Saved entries
________________

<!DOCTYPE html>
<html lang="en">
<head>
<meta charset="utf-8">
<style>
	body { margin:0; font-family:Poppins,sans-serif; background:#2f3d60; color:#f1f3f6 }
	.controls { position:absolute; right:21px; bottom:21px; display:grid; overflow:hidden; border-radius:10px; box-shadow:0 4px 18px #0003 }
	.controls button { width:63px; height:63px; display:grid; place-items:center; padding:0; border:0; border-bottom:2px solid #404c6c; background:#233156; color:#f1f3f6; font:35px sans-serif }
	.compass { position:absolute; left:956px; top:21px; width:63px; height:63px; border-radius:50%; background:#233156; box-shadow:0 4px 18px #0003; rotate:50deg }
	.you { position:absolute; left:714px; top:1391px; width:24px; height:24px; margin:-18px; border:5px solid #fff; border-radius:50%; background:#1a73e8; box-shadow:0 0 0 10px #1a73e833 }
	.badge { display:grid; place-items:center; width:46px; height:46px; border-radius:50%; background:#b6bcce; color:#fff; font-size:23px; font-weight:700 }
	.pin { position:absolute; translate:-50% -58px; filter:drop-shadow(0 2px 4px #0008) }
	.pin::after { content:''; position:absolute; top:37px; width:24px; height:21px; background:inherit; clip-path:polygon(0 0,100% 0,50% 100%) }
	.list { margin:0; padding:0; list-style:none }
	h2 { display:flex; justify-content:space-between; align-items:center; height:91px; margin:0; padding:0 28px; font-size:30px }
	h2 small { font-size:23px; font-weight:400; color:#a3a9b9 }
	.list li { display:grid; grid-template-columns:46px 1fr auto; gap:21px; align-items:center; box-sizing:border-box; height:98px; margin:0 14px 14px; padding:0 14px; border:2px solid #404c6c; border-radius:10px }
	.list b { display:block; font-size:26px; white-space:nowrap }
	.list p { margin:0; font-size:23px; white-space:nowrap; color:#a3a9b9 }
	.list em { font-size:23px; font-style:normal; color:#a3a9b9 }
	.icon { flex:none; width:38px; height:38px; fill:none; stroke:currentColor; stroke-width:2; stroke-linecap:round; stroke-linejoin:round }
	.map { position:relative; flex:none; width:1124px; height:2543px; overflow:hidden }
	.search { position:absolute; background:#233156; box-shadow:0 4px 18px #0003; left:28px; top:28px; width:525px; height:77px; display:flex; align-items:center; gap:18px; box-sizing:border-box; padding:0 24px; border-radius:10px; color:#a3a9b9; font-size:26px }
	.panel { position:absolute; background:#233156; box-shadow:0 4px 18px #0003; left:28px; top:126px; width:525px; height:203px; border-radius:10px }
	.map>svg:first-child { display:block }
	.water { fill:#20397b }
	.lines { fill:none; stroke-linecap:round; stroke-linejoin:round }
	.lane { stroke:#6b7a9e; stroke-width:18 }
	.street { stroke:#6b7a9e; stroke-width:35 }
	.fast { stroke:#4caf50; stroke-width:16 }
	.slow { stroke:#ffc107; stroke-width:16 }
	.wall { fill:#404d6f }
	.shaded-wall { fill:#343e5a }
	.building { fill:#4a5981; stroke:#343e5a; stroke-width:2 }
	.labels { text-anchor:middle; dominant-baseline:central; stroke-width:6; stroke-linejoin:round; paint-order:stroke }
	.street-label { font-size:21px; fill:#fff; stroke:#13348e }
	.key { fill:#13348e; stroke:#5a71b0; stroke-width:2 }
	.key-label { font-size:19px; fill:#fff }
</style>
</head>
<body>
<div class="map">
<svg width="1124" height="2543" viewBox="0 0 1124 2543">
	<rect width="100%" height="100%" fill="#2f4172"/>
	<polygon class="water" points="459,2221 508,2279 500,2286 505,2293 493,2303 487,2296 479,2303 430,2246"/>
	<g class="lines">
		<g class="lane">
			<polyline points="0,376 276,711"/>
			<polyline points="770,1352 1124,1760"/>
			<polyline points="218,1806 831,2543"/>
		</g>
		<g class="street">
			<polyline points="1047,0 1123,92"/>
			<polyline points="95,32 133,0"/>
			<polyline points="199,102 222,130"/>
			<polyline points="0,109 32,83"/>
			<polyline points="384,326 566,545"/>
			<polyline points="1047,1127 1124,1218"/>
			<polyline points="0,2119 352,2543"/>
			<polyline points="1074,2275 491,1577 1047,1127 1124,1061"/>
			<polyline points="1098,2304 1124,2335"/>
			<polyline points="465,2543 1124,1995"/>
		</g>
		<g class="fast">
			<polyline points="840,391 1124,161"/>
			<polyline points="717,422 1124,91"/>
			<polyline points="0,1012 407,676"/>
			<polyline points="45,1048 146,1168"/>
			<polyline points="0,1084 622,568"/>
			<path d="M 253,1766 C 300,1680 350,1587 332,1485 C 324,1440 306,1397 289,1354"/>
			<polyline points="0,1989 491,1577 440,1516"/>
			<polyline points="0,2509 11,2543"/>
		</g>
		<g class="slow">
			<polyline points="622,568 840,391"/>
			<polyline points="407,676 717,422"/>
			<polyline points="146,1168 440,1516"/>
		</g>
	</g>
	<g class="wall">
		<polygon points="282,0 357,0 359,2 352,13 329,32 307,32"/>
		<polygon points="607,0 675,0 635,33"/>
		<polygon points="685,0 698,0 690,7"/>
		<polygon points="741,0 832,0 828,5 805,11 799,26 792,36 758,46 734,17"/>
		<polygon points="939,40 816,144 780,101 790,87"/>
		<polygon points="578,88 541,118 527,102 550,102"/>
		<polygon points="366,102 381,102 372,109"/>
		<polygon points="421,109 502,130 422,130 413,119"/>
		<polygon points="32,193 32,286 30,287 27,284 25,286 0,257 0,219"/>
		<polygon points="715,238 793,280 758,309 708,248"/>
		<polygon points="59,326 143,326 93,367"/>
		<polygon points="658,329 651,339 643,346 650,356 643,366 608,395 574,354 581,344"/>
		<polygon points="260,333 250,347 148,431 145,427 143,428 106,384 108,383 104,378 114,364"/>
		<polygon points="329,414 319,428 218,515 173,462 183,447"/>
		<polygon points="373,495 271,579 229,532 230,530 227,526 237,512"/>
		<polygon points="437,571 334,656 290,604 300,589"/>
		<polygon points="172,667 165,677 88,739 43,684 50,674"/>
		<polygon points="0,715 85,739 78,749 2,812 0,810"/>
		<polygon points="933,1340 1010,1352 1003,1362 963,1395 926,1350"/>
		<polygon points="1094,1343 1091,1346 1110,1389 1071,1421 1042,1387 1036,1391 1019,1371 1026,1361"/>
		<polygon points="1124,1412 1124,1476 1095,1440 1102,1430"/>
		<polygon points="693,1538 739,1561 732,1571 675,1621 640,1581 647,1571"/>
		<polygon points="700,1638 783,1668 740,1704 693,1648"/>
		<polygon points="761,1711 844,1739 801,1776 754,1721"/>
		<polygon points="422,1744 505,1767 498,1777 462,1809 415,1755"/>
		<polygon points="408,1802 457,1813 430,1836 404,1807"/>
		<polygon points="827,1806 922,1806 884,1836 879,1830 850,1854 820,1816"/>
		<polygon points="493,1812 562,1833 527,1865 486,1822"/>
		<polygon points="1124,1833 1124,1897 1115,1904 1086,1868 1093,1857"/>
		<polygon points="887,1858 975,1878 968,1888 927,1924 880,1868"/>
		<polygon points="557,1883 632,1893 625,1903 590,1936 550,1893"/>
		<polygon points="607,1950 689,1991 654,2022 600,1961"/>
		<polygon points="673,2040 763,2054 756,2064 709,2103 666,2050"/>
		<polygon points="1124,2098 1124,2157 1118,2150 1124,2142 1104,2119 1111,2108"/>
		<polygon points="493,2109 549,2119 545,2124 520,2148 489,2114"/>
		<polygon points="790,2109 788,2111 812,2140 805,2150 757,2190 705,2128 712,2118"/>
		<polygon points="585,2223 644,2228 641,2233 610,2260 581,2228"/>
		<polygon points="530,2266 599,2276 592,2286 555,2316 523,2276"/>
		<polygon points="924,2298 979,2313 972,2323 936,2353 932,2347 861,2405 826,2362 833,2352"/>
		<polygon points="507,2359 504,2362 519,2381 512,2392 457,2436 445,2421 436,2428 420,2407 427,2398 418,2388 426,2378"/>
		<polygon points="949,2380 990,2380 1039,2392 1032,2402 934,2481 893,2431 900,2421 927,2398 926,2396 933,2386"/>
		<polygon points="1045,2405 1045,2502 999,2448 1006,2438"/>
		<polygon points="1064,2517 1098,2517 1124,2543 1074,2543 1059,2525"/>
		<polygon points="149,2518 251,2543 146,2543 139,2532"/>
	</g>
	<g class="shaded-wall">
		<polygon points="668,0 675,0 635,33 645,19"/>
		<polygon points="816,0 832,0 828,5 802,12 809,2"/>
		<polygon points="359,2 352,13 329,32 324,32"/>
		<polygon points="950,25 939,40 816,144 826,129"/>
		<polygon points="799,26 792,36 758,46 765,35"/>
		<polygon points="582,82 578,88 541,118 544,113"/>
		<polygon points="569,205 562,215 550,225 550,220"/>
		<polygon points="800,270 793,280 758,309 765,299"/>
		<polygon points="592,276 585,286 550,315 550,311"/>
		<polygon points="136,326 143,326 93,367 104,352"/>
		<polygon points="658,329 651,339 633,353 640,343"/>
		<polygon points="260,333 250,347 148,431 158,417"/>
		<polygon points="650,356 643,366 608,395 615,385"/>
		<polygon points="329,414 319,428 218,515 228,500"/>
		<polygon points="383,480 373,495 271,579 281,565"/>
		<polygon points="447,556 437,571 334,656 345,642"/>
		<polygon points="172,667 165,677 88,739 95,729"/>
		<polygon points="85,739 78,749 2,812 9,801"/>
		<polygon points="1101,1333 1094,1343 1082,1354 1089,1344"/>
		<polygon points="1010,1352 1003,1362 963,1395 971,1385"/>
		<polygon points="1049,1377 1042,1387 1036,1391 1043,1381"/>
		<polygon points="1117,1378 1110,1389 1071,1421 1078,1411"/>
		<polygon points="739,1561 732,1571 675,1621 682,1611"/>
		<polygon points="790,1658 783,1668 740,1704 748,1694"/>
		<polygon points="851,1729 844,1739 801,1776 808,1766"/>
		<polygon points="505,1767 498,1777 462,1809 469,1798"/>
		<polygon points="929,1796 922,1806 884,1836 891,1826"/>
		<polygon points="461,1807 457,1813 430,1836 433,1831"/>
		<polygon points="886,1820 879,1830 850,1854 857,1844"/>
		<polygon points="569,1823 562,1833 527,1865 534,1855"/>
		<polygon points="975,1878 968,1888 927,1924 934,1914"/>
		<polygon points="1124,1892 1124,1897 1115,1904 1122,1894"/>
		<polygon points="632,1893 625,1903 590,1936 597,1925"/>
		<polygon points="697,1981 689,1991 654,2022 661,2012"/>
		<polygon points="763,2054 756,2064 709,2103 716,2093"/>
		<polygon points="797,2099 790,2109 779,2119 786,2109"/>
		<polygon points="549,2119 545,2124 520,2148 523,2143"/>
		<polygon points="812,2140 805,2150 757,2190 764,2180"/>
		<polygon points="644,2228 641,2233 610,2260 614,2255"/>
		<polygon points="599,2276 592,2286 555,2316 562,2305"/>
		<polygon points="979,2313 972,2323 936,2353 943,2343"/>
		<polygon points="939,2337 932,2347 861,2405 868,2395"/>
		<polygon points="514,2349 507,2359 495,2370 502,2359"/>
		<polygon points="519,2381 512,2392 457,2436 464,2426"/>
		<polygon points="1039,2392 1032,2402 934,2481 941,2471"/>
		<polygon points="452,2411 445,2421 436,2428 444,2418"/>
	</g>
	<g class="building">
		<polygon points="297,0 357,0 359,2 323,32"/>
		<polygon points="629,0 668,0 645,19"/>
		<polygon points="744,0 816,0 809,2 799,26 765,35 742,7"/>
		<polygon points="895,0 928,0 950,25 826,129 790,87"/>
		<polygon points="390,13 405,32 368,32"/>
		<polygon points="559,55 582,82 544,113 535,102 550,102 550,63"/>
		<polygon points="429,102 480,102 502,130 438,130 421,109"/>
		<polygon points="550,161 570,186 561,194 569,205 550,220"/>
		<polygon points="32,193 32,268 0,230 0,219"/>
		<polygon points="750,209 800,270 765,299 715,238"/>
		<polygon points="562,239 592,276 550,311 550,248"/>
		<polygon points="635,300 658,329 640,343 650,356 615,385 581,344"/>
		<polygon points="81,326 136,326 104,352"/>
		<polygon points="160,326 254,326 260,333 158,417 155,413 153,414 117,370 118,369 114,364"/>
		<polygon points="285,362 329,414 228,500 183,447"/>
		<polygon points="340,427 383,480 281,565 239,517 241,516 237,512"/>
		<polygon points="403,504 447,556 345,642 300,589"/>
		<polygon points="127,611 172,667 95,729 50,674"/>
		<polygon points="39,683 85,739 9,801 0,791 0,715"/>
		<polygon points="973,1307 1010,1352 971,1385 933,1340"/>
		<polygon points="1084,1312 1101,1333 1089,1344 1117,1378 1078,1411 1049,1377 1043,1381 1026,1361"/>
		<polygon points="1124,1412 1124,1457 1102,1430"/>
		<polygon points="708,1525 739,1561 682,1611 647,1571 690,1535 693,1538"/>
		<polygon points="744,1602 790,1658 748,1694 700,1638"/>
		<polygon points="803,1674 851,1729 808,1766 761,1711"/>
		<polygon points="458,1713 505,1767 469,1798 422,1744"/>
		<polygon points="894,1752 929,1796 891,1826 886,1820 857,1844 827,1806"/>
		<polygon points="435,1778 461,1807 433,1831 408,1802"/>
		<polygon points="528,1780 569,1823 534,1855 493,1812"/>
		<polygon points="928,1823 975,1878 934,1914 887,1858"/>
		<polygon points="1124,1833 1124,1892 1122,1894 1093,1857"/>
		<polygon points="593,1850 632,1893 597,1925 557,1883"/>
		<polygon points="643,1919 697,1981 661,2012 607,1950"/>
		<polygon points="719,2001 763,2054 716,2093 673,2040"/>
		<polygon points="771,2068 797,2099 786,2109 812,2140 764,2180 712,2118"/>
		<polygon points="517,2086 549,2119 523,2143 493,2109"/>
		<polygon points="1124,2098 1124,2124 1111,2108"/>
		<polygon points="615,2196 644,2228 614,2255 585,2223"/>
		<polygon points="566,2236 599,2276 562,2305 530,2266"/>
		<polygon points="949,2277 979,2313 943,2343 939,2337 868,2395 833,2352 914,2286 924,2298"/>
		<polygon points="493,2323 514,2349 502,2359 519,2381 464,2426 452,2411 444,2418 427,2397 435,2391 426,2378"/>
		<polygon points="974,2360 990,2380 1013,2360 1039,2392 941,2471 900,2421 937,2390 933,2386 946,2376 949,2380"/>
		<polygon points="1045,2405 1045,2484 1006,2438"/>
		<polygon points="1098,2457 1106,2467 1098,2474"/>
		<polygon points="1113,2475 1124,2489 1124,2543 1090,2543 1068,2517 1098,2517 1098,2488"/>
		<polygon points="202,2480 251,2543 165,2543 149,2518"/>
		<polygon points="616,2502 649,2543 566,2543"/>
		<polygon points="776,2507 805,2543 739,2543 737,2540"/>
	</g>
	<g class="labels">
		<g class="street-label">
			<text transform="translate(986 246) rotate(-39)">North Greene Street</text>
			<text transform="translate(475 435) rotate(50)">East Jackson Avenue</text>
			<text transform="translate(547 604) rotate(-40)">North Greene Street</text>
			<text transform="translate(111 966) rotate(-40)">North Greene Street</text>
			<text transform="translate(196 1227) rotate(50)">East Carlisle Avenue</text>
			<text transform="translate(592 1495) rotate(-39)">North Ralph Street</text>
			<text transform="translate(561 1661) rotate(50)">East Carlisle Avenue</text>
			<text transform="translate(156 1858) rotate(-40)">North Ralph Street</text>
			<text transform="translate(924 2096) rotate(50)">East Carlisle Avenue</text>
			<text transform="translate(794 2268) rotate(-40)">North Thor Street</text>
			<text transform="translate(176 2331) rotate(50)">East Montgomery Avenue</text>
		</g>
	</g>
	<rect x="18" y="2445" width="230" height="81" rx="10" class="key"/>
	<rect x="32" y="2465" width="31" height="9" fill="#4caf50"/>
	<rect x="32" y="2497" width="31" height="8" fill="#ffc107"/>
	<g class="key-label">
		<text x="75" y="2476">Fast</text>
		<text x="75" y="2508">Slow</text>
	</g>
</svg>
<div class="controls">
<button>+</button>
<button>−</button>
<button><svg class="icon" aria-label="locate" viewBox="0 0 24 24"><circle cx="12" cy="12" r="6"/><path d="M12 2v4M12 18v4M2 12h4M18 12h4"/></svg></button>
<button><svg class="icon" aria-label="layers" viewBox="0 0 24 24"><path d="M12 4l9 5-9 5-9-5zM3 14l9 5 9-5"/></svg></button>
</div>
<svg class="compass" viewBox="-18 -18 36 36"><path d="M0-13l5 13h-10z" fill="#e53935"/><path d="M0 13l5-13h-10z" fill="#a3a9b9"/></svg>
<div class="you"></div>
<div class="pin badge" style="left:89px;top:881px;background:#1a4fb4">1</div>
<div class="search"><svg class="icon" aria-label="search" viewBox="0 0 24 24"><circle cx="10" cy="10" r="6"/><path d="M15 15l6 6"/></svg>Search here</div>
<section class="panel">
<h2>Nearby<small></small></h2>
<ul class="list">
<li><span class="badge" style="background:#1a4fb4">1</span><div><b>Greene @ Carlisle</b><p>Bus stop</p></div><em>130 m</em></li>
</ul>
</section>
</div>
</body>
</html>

________________

▶ **PROBLEM DETAILS**
Copy only the entries from the first line to the line with "position:absolute; right:21px; bottom:21px;", each exactly as it appears.

▶ **SOLUTION**
<!DOCTYPE html>
<html lang="en">
<head>
<meta charset="utf-8">
<style>
	body { margin:0; font-family:Poppins,sans-serif; background:#2f3d60; color:#f1f3f6 }
	.controls { position:absolute; right:21px; bottom:21px; display:grid; overflow:hidden; border-radius:10px; box-shadow:0 4px 18px #0003 }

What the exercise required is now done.